Activity ->
Nothing but the text of the listing, repeated exactly, belongs in the answer; leave the images out.

Data segment ->

- Opening Delimiter -

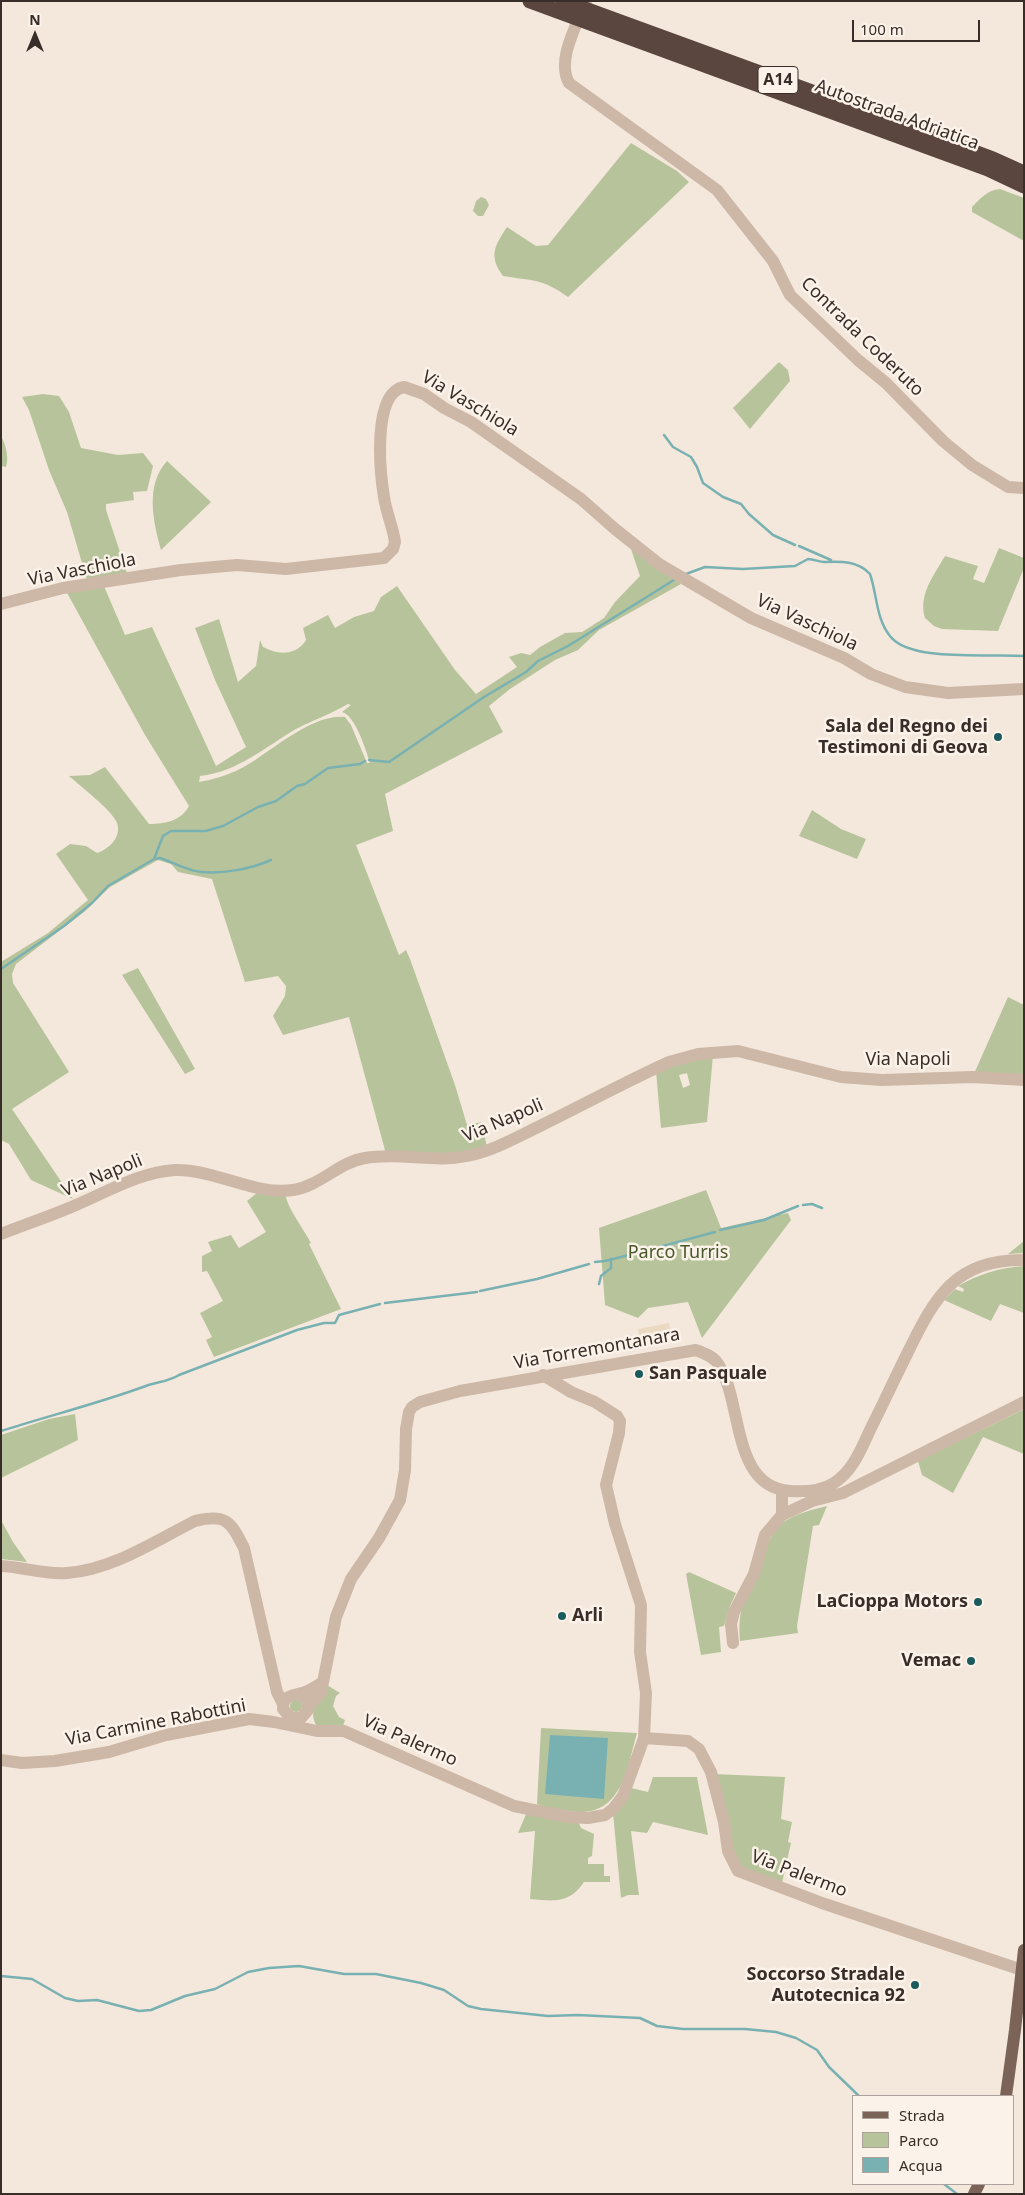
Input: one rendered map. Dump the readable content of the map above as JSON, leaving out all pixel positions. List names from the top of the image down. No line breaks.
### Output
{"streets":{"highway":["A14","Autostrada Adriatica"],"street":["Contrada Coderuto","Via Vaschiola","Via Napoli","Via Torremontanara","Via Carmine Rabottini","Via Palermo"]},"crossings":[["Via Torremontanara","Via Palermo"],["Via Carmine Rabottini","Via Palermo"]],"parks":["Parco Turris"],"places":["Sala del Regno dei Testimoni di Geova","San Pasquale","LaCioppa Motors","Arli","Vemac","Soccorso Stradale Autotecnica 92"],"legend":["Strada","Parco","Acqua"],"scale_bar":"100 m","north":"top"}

- Closing Delimiter -

Finished task ->
Input: one rendered map. Dump the readable content of the map above as JSON, leaving out all pixel positions. List names from the top of the image down. No line breaks.
### Output
{"streets":{"highway":["A14","Autostrada Adriatica"],"street":["Contrada Coderuto","Via Vaschiola","Via Napoli","Via Torremontanara","Via Carmine Rabottini","Via Palermo"]},"crossings":[["Via Torremontanara","Via Palermo"],["Via Carmine Rabottini","Via Palermo"]],"parks":["Parco Turris"],"places":["Sala del Regno dei Testimoni di Geova","San Pasquale","LaCioppa Motors","Arli","Vemac","Soccorso Stradale Autotecnica 92"],"legend":["Strada","Parco","Acqua"],"scale_bar":"100 m","north":"top"}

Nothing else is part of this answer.